La proposition de Sanders se heurte à d'importants obstacles politiques dans le climat polarisé actuel. Bien qu'il bénéficie d'un fort soutien parmi les démocrates progressistes et certains groupes syndicaux, il est susceptible de se heurter à l'opposition des républicains, de nombreux intérêts commerciaux et même de certains démocrates modérés.

Cependant, la proposition a déjà réussi à soulever des questions importantes sur la propriété de l'IA et la répartition des bénéfices de l'intelligence artificielle. Même s'ils ne sont pas mis en œuvre sous leur forme actuelle, certains éléments de l'approche de Sanders pourraient influencer les futures discussions politiques sur la gouvernance de l'IA.

Conclusion : L'avenir de la propriété de l'IA

L'appel de Bernie Sanders en faveur d'une participation publique à 50 % dans les entreprises d'IA représente une réinvention radicale de la manière dont les technologies transformatrices devraient être gouvernées et qui devrait en bénéficier. Bien que la proposition soit confrontée à d'importants défis pratiques et politiques, elle a réussi à mettre en évidence des questions importantes concernant l'équité, le contrôle et la répartition des bénéfices de l'intelligence artificielle.

Alors que l'IA continue de transformer notre économie et notre société, le débat sur la propriété et la gouvernance de ces technologies puissantes est susceptible de s'intensifier. La proposition de Sanders, qu'elle soit mise en œuvre en totalité ou en partie, façonnera sans aucun doute ce débat pour les années à venir.

La question reste de savoir si le public américain finira par adopter cette vision de la propriété partagée ou s'il continuera sur la voie d'un contrôle privé concentré.
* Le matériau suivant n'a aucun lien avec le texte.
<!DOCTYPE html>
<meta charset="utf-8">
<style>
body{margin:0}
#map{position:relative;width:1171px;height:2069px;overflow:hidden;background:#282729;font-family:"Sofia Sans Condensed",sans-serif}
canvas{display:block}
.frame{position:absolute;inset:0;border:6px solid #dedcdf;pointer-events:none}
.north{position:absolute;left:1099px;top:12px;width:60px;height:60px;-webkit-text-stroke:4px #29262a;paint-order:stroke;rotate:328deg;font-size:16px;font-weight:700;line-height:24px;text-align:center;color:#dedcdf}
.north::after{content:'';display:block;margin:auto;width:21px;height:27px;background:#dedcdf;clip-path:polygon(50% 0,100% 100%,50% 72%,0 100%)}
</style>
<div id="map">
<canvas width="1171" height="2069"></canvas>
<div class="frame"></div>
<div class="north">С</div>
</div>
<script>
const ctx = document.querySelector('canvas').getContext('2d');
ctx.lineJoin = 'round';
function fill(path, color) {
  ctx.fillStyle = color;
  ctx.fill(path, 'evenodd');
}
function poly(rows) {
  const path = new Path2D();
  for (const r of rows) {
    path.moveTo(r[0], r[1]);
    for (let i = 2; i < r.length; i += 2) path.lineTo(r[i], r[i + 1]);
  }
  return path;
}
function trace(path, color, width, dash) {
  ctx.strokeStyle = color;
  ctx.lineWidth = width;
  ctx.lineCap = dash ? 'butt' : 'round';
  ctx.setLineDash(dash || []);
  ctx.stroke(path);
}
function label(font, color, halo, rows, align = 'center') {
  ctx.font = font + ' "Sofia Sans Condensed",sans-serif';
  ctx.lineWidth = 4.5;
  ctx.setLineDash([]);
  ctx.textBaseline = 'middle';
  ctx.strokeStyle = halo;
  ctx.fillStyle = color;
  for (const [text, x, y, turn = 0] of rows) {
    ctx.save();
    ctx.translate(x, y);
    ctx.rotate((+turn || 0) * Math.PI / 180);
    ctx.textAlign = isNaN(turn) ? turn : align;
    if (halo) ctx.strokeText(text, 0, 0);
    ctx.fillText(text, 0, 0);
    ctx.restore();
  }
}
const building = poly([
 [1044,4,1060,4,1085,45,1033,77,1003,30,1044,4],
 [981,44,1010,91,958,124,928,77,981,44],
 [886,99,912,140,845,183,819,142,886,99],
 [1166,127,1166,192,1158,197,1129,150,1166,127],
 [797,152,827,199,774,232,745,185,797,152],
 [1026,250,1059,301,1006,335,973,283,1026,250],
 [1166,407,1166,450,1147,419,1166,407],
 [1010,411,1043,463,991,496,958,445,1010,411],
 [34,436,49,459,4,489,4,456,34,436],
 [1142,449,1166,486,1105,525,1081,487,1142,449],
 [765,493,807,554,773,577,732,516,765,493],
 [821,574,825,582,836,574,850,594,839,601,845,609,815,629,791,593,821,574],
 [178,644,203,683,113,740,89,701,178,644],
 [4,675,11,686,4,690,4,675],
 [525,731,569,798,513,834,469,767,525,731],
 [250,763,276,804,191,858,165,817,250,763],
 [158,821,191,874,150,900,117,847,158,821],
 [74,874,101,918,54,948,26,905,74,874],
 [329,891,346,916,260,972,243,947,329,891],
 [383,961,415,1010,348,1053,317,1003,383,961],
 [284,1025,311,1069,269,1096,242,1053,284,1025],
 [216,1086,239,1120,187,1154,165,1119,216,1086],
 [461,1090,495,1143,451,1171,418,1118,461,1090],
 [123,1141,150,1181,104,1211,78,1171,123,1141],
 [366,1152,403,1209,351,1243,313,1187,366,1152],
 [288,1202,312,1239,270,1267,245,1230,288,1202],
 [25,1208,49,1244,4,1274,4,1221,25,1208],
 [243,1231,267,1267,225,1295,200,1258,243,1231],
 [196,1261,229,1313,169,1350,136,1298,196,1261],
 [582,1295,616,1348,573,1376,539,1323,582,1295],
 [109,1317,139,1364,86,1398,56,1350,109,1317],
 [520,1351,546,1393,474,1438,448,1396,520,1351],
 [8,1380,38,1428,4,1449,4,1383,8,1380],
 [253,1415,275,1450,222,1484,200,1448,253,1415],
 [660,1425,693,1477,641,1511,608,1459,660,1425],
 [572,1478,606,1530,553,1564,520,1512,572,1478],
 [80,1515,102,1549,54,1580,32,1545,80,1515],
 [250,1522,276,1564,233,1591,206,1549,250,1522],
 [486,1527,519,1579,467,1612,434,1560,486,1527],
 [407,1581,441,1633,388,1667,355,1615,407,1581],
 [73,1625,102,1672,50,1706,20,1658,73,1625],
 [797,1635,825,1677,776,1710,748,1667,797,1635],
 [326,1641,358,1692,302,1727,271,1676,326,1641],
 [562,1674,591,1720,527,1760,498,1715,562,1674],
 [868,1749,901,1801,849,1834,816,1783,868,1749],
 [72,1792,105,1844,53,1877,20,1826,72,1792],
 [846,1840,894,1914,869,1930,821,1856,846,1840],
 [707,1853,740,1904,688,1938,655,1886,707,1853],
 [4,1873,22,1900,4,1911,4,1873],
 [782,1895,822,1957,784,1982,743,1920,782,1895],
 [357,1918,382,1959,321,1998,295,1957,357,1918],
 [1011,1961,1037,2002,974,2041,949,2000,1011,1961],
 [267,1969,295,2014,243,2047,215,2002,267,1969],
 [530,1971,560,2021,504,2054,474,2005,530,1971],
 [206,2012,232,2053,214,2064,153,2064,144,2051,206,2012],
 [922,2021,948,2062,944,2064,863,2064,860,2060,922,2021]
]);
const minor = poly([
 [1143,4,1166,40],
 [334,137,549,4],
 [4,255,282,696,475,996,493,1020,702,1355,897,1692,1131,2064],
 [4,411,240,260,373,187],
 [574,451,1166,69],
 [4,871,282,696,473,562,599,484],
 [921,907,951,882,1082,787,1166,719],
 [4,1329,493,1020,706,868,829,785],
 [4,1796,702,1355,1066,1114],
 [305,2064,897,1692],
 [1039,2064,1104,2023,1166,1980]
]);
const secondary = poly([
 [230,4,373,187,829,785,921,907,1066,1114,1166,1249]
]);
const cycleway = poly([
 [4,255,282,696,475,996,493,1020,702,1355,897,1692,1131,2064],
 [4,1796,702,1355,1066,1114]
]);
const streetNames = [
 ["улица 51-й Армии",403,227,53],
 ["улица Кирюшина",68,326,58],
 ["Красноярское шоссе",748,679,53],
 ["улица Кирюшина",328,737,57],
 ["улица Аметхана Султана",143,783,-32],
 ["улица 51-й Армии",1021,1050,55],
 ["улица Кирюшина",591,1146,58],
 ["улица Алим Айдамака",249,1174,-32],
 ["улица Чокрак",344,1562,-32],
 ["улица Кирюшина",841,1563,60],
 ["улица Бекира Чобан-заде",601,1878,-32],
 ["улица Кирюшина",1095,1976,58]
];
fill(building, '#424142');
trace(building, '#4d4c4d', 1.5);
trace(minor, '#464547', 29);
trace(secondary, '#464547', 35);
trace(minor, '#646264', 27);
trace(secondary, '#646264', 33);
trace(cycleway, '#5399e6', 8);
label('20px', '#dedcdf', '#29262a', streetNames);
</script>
Ce qui est clair, cependant, c'est que le statu quo de la propriété privée incontrôlée de l'IA est de plus en plus remis en question, et de nouveaux modèles de gouvernance et de partage des bénéfices sont susceptibles d'émerger dans les années à venir.

Comme Sanders lui-même l'a déclaré dans son discours d'annonce : "La révolution de l'IA est là. Elle transforme notre monde d'une manière que nous commençons seulement à comprendre. La question qui se pose à nous est simple : cette révolution profitera-t-elle à quelques-uns ou au plus grand nombre ? Je crois que la réponse doit être au plus grand nombre."